### Material supplied
»»

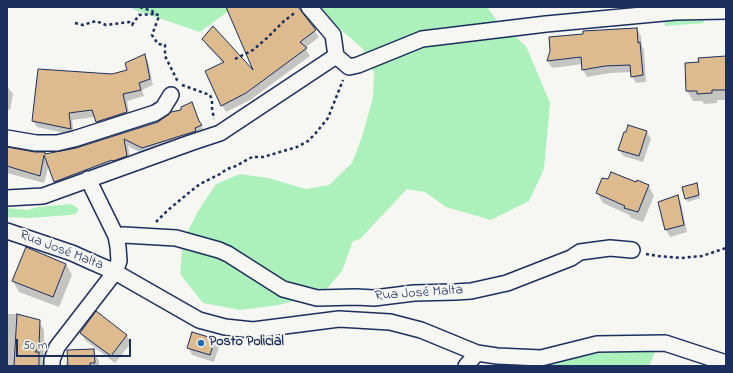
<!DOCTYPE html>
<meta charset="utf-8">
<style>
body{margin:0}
#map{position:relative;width:733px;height:373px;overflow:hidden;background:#f6f6f2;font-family:"Indie Flower",sans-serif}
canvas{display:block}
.frame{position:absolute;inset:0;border:8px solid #1b2f5e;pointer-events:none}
.scale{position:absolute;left:16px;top:339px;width:115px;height:18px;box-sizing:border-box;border:2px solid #1b2f5e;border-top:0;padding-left:5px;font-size:12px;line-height:14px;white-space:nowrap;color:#1b2f5e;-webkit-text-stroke:3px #f6f6f2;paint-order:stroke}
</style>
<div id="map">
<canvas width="733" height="373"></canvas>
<div class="frame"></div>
<div class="scale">50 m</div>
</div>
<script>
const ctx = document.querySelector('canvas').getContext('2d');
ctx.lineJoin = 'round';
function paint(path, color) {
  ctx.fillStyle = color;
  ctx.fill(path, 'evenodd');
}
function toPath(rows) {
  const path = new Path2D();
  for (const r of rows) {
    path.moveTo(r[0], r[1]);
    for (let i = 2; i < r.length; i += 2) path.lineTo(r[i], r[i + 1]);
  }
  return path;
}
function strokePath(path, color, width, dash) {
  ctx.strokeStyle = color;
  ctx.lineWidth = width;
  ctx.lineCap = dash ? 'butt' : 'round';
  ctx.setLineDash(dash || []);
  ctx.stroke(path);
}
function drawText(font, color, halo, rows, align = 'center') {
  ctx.font = font + ' "Indie Flower",sans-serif';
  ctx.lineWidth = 4;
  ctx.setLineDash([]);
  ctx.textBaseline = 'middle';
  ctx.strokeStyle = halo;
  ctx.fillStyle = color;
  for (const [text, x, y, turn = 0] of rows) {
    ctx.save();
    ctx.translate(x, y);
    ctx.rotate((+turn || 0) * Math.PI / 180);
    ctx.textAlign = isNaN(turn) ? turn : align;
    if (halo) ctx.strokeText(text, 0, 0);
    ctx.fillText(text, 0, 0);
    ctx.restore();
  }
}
paint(toPath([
 [130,7,234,7,200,32,135,10],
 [315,7,487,7,497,21,526,46,550,103,544,169,529,201,491,220,446,207,425,192,407,189,360,239,353,241,342,271,323,293,279,305,240,310,203,303,180,274,183,241,197,213,216,184,240,174,268,178,306,189,329,185,352,163,362,137,373,97,374,73,362,48],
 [703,17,704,23,665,26,664,20],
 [71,204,78,208,78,211,75,214,69,215,29,218,7,217,7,208,27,210,38,207],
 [591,352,655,352,649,366,508,366,510,364]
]), '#acf1bc');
paint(toPath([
 [231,7,297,7,319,37,305,48,310,56,250,100,226,112,222,105,224,64,207,46,203,39,256,74],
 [637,29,641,36,642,46,644,50,646,82,636,83,632,76,631,72,610,73,587,77,583,70,583,64,552,68,548,61,551,51],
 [144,55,148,61,153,85,142,90,144,96,127,101,130,119,101,129,95,117,72,120,74,135,37,127,33,121,112,75,128,70],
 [726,57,726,100,717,100,717,103,704,104,702,101,693,101,687,91,700,63],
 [7,86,13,94,10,110,7,109],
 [191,104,205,133,147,156,128,146,131,164,60,190,55,182,49,164,44,183,7,173,7,148,35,153,45,153,46,155,76,149,158,122,183,110],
 [629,126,647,132,651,139,643,162,623,156,619,149],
 [637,183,648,185,654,196,643,222,631,218,629,215,603,203,597,193],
 [697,184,700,198,688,202,686,199],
 [677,196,681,203,687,232,670,237,666,230,660,202],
 [66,264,72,275,59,307,19,292,13,281],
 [96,313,127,336,131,343,115,363,85,340,81,333],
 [7,314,21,314,22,316,39,321,44,330,44,356,42,358,43,361,43,366,7,366],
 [215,340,219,347,214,362,192,355,188,347],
 [93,350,99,361,99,366,66,366,66,362]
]), '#0003');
const building = toPath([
 [226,7,298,7,316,30,300,42,307,48,246,93,221,106,205,71,224,62,202,39,213,26,253,70,226,7],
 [637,28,638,43,640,42,643,75,631,77,630,65,605,66,582,70,581,57,547,61,550,51,549,37,583,34,583,31,637,28],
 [145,54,150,79,139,83,141,90,123,94,127,112,96,122,92,110,69,113,71,129,32,121,38,69,112,74,127,70,125,63,145,54],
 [726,56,726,90,712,90,712,93,697,94,697,91,686,91,685,63,699,62,698,58,726,56],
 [192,102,199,121,202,125,195,128,196,131,142,148,124,139,127,156,113,161,112,160,54,182,44,155,40,176,7,166,7,147,35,152,45,152,45,154,76,148,158,122,171,112,181,110,181,107,192,102],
 [628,125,647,131,639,156,618,150,624,132,626,132,628,125],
 [611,172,636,182,637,180,649,185,638,212,624,208,625,206,596,193,602,178,608,179,611,172],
 [697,183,699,195,685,199,682,187,697,183],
 [678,195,684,225,665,230,658,202,678,195],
 [26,247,66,264,53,297,12,281,26,247],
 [96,311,127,335,111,356,80,333,96,311],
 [17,314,40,320,39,347,35,352,39,352,39,366,14,366,17,314],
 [192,332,215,339,210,355,187,348,192,332],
 [94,349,95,363,90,363,90,366,68,366,67,350,94,349]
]);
paint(building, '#deba8f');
strokePath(building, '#1b2f5e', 1);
const minor = toPath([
 [336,56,349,67,358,65,422,39,546,24,675,12,726,11],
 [7,138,36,143,57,143,74,139,155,113,163,108,171,95],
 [7,198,43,196,190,143,220,133,336,56,333,35,309,7],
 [7,231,72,253,92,262,115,272,199,320,225,327,253,330,339,319,390,322,421,330,477,353,497,356,541,358,597,344,665,343,726,363],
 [116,236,124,235,176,238,219,250,228,254,283,289,317,298,356,297,374,298,414,293,455,292,471,291,507,283,571,258,580,252,610,248,632,250],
 [52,366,52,360,57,347,115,272,119,261,118,247,116,236,88,179],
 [466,366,477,353]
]);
strokePath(minor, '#1b2f5e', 18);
strokePath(toPath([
 [140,7,152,11,154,14,159,15,158,19,152,35,158,44,165,45,165,56,178,82],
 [75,23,83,25,96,21,106,25,129,22,132,25,139,15,154,14],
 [235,59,253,50,267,38,284,21,296,12],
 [182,85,210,95,212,100,212,108,214,119],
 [156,222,168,210,191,191,200,184,220,174,227,169,236,166,252,157,263,157,297,147,308,141,315,134,328,118,343,80],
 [646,254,658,256,681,258,702,256,726,248]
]), '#1b2f5e', 2.5, [3, 3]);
strokePath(minor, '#f6f6f2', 15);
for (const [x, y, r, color] of [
 [201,343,4,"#1f6fb2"]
]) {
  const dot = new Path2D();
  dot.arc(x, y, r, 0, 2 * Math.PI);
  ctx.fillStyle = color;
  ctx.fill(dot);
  strokePath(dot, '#f6f6f2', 1.5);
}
drawText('14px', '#1b2f5e', '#f6f6f2', [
 ["Rua José Malta",61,251,21],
 ["Rua José Malta",419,294,-4]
]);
drawText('bold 14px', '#1b2f5e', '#f6f6f2', [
 ["Posto Policial",209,343]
], 'left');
</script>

««

### What is expected
Every line of the records containing the word "setLineDash" must appear in the answer.

### Result of the task
  ctx.setLineDash(dash || []);
  ctx.setLineDash([]);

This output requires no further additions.